··· Supplied material ···
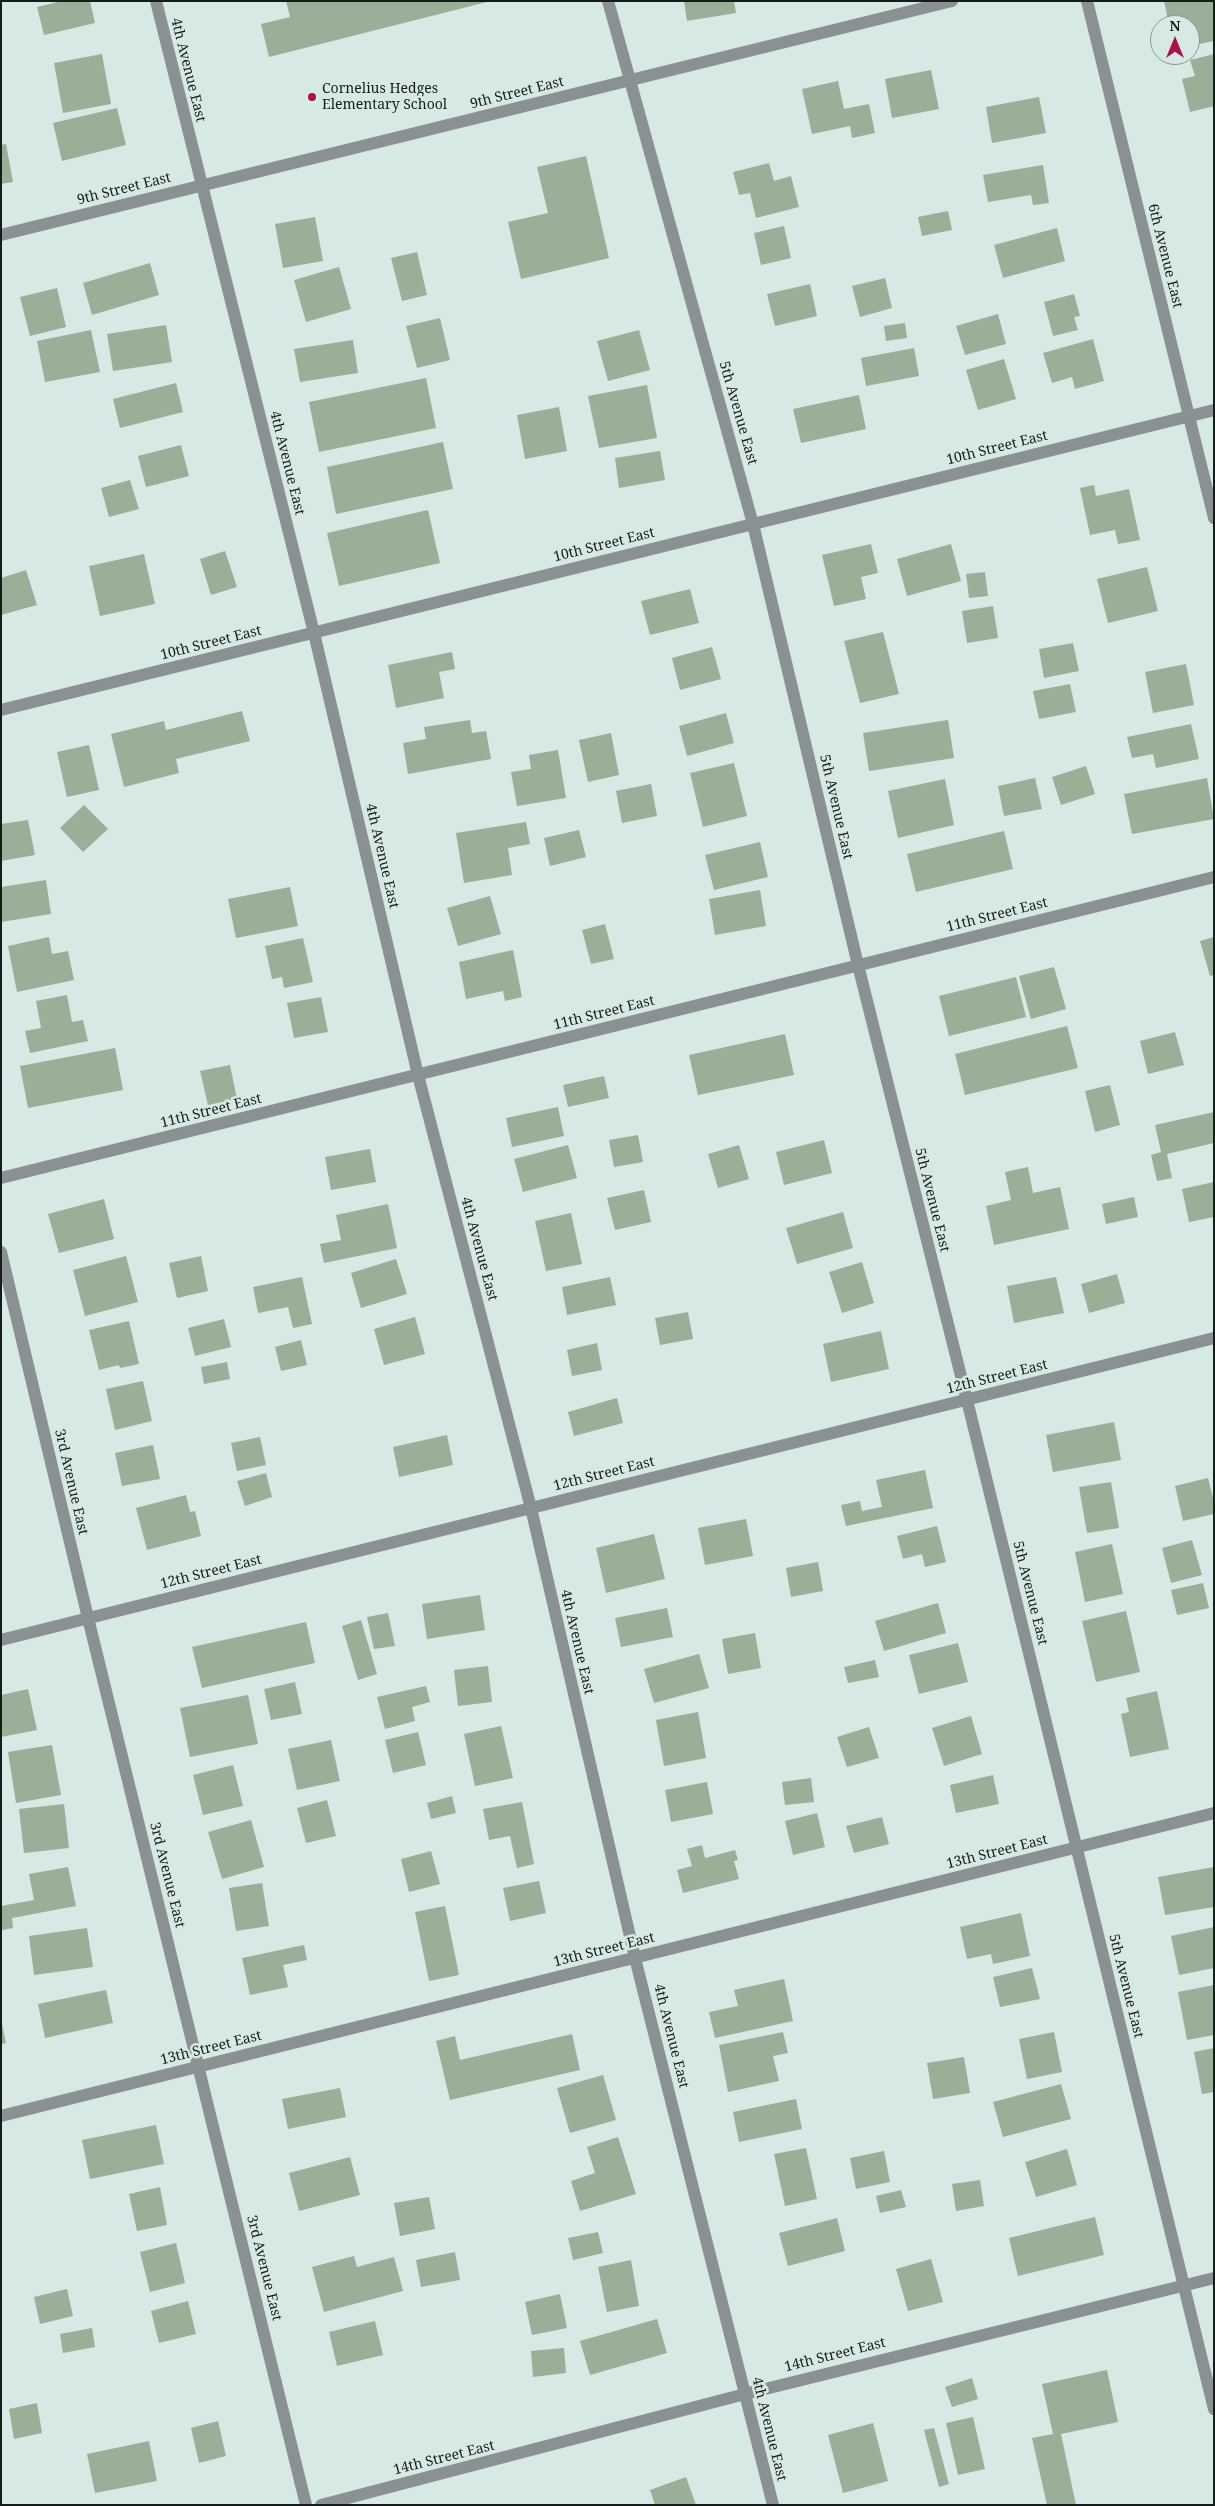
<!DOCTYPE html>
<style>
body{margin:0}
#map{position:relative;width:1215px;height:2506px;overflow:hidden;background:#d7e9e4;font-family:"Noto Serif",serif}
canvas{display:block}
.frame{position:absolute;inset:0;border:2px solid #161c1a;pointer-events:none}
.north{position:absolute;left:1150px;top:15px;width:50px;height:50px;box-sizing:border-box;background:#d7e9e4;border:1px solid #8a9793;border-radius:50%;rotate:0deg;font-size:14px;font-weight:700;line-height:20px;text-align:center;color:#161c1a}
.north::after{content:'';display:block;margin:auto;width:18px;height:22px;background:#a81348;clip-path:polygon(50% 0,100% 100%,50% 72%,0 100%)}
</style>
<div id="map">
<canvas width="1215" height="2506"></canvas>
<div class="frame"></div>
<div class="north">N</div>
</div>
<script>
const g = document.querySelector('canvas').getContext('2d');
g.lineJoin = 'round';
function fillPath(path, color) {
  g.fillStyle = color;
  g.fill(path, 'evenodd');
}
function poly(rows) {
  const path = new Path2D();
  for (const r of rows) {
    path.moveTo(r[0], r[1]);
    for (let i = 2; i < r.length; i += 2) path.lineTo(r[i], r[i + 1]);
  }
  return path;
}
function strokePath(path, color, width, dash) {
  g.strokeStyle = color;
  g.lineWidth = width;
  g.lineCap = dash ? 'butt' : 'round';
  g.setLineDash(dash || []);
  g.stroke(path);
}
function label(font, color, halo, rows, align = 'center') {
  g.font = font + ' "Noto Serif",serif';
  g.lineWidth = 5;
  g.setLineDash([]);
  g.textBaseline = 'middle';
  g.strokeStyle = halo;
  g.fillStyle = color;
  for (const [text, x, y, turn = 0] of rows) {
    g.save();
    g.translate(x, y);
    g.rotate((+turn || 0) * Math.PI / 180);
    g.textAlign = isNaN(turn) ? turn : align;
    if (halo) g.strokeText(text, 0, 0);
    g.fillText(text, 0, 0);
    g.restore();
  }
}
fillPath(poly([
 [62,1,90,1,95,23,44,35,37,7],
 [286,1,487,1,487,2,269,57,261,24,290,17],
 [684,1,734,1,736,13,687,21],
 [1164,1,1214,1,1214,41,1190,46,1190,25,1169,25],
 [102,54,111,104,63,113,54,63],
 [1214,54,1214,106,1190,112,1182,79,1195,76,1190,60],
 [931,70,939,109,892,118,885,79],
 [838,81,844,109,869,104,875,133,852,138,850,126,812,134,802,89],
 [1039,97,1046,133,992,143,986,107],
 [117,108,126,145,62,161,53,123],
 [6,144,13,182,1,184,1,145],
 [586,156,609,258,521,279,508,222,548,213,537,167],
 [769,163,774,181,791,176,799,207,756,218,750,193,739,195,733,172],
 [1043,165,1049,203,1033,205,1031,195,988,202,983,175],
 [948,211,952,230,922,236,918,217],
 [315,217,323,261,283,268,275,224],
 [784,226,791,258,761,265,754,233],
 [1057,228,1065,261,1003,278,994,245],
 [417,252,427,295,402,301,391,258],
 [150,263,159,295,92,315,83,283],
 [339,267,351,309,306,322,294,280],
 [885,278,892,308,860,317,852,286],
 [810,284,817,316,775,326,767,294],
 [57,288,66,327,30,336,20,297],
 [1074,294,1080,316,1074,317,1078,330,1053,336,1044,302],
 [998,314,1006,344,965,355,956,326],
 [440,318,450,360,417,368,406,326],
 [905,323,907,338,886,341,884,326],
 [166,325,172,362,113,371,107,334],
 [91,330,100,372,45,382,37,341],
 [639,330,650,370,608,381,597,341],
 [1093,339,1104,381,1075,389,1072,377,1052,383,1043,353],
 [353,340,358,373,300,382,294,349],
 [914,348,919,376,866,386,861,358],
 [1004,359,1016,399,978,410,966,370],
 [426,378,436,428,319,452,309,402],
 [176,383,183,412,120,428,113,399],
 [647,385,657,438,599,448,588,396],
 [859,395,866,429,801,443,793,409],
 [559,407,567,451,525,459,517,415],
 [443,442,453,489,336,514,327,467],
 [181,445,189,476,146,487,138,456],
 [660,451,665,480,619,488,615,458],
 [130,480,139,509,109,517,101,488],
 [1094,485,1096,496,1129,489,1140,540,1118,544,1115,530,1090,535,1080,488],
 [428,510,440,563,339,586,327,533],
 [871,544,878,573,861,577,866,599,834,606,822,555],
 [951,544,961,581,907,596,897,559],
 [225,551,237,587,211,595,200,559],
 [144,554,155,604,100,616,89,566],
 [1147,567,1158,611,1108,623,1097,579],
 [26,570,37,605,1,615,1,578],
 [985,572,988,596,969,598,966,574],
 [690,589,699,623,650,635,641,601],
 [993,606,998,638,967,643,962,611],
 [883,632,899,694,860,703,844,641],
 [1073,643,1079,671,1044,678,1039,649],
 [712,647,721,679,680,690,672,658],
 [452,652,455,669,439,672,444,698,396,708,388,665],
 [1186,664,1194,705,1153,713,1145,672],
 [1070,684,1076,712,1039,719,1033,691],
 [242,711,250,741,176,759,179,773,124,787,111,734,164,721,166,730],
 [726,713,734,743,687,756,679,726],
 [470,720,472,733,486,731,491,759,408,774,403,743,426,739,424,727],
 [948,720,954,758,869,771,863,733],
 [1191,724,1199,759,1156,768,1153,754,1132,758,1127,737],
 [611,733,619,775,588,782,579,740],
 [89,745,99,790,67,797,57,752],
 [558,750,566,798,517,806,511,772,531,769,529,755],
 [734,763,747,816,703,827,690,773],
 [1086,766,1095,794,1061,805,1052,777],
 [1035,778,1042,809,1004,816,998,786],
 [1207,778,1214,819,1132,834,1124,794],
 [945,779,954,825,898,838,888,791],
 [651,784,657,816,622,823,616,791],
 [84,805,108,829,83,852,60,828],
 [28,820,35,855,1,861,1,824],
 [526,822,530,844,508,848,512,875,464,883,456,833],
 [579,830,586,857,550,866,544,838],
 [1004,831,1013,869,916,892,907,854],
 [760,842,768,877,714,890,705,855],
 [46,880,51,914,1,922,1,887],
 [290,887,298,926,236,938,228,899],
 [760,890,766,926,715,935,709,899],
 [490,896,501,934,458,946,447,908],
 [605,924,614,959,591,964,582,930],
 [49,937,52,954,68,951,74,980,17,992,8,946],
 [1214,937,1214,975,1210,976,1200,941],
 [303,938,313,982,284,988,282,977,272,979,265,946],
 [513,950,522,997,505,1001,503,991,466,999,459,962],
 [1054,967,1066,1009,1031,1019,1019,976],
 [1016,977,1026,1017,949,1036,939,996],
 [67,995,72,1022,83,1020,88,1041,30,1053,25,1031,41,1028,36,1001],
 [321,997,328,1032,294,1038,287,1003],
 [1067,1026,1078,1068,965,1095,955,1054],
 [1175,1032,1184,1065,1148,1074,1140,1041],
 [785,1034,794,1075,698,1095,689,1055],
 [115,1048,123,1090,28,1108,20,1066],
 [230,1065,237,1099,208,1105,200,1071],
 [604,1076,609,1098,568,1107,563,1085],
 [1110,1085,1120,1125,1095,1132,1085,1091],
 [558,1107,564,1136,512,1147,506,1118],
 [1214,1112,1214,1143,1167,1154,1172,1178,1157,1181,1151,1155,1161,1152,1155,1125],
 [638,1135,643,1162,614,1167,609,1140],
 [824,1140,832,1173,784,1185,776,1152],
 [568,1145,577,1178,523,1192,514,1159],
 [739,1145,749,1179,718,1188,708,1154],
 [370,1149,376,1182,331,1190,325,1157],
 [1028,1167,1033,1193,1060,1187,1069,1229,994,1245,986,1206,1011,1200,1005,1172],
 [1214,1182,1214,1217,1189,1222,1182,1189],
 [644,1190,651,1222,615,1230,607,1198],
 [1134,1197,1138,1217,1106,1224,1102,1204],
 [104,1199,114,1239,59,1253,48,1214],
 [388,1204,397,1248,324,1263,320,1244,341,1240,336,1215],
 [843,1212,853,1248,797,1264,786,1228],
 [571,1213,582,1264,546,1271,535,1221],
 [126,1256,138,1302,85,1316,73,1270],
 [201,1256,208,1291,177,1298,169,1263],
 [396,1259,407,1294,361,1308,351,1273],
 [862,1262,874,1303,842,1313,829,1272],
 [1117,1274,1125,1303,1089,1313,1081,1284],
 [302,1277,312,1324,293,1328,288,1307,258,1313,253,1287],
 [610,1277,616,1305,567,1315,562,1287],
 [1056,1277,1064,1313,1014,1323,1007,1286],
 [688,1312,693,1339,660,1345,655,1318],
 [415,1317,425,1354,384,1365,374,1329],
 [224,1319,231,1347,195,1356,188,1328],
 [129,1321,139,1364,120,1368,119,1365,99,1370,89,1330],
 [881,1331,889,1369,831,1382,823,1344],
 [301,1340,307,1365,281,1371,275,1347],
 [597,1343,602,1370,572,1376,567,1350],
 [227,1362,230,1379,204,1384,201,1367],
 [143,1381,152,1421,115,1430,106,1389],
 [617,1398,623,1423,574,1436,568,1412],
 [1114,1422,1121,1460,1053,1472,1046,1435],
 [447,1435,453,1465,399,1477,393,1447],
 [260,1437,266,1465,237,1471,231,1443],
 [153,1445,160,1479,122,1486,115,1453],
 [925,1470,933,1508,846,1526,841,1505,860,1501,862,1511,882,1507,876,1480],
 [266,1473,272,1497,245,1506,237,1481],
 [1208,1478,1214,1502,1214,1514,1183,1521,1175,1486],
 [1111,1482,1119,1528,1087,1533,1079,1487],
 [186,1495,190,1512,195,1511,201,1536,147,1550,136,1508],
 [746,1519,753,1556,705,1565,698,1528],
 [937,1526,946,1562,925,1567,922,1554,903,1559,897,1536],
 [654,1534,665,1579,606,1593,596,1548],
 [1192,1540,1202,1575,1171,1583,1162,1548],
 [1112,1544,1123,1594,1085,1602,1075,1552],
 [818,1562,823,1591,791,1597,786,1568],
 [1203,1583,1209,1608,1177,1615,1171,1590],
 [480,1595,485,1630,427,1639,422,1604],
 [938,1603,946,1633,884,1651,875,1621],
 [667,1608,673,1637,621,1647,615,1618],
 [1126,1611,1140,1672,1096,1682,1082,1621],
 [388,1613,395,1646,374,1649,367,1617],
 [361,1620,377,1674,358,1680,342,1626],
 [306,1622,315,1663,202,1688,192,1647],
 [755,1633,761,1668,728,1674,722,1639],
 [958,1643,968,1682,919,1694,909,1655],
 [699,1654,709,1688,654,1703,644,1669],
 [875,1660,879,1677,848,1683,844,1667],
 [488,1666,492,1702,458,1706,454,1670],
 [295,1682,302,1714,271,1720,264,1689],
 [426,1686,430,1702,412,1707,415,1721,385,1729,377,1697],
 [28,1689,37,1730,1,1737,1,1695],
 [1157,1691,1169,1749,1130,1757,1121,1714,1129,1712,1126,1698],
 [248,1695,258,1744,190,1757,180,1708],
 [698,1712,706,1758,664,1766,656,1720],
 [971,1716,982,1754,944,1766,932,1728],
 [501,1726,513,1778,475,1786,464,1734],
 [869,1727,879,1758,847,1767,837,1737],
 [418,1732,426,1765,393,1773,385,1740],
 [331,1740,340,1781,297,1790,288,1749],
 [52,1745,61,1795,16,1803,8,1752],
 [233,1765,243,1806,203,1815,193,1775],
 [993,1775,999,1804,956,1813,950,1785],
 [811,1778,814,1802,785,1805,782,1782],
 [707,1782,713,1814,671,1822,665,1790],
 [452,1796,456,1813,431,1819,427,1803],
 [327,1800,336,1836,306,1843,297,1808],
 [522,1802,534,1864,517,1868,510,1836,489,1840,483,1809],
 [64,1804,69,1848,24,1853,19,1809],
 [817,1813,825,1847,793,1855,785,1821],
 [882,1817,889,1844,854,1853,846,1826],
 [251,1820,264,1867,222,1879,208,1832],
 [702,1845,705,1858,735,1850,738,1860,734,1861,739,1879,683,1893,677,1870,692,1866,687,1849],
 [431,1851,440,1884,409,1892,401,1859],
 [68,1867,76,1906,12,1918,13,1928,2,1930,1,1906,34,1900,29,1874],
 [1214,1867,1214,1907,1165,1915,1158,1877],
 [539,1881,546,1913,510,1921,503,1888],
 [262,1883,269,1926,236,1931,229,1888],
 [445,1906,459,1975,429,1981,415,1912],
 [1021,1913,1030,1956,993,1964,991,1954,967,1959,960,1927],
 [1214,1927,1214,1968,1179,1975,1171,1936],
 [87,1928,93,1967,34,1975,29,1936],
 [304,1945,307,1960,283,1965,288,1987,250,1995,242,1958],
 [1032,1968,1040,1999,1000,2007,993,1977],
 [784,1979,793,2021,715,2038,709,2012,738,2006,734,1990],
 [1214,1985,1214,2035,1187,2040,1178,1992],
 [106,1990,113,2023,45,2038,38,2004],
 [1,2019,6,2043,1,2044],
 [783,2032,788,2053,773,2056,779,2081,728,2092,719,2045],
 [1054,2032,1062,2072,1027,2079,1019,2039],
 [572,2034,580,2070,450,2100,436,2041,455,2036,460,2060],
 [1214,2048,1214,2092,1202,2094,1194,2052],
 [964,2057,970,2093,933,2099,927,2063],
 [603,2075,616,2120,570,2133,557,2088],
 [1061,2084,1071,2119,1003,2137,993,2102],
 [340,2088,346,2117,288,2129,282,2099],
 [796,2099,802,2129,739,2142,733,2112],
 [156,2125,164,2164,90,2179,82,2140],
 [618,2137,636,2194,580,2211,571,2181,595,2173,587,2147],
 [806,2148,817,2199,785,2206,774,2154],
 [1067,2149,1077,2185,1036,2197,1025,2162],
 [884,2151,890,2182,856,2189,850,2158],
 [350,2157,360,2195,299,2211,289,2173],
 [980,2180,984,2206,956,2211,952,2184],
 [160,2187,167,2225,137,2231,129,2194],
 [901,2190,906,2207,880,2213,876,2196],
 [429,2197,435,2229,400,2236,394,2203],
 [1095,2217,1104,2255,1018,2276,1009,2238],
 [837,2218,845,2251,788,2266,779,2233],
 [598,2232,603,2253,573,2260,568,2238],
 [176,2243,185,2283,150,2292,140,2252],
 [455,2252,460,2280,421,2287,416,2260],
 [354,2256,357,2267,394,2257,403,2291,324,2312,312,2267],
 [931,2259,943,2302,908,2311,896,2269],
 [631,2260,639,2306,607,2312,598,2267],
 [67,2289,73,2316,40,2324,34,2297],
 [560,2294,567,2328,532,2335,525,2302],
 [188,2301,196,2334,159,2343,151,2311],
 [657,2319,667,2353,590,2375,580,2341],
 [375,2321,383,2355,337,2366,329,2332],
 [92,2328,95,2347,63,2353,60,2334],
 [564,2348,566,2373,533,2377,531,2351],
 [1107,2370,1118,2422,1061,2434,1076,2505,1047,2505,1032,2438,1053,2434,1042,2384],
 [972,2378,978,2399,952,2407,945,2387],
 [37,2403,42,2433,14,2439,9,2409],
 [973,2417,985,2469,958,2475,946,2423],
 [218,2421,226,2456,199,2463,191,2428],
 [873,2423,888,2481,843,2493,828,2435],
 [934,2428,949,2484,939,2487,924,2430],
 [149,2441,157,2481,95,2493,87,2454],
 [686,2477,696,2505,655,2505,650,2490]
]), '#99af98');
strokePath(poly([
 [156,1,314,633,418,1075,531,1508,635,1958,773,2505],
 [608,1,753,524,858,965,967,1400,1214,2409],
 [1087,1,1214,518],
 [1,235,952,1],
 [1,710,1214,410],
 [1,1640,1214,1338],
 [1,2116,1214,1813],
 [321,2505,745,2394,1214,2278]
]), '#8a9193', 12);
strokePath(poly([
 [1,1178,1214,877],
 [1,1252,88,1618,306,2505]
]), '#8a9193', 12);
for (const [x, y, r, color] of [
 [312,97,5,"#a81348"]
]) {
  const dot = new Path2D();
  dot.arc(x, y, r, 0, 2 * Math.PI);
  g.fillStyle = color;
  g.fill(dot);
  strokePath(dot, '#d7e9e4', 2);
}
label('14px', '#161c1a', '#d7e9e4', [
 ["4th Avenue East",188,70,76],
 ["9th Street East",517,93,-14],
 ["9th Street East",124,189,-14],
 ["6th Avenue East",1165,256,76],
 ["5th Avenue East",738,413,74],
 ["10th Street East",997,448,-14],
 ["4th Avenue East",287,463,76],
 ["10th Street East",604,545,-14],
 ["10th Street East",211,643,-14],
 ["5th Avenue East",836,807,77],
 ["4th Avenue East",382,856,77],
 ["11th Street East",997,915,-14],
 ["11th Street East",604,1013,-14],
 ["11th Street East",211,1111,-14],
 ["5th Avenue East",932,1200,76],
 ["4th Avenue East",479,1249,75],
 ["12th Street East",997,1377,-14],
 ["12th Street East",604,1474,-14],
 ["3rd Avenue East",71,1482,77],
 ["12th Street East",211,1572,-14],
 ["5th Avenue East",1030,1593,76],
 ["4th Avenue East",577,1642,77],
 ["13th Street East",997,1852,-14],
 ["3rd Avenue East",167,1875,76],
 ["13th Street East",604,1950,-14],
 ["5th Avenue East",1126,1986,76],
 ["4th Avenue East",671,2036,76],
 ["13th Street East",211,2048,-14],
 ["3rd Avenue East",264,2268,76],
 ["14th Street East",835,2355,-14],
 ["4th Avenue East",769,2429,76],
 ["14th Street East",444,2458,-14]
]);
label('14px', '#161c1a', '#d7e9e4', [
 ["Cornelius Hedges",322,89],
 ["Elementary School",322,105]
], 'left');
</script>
···
Goal of the exercise> Which of the lines above include the word "Noto"? Copy each of them.

Task solution>
#map{position:relative;width:1215px;height:2506px;overflow:hidden;background:#d7e9e4;font-family:"Noto Serif",serif}
  g.font = font + ' "Noto Serif",serif';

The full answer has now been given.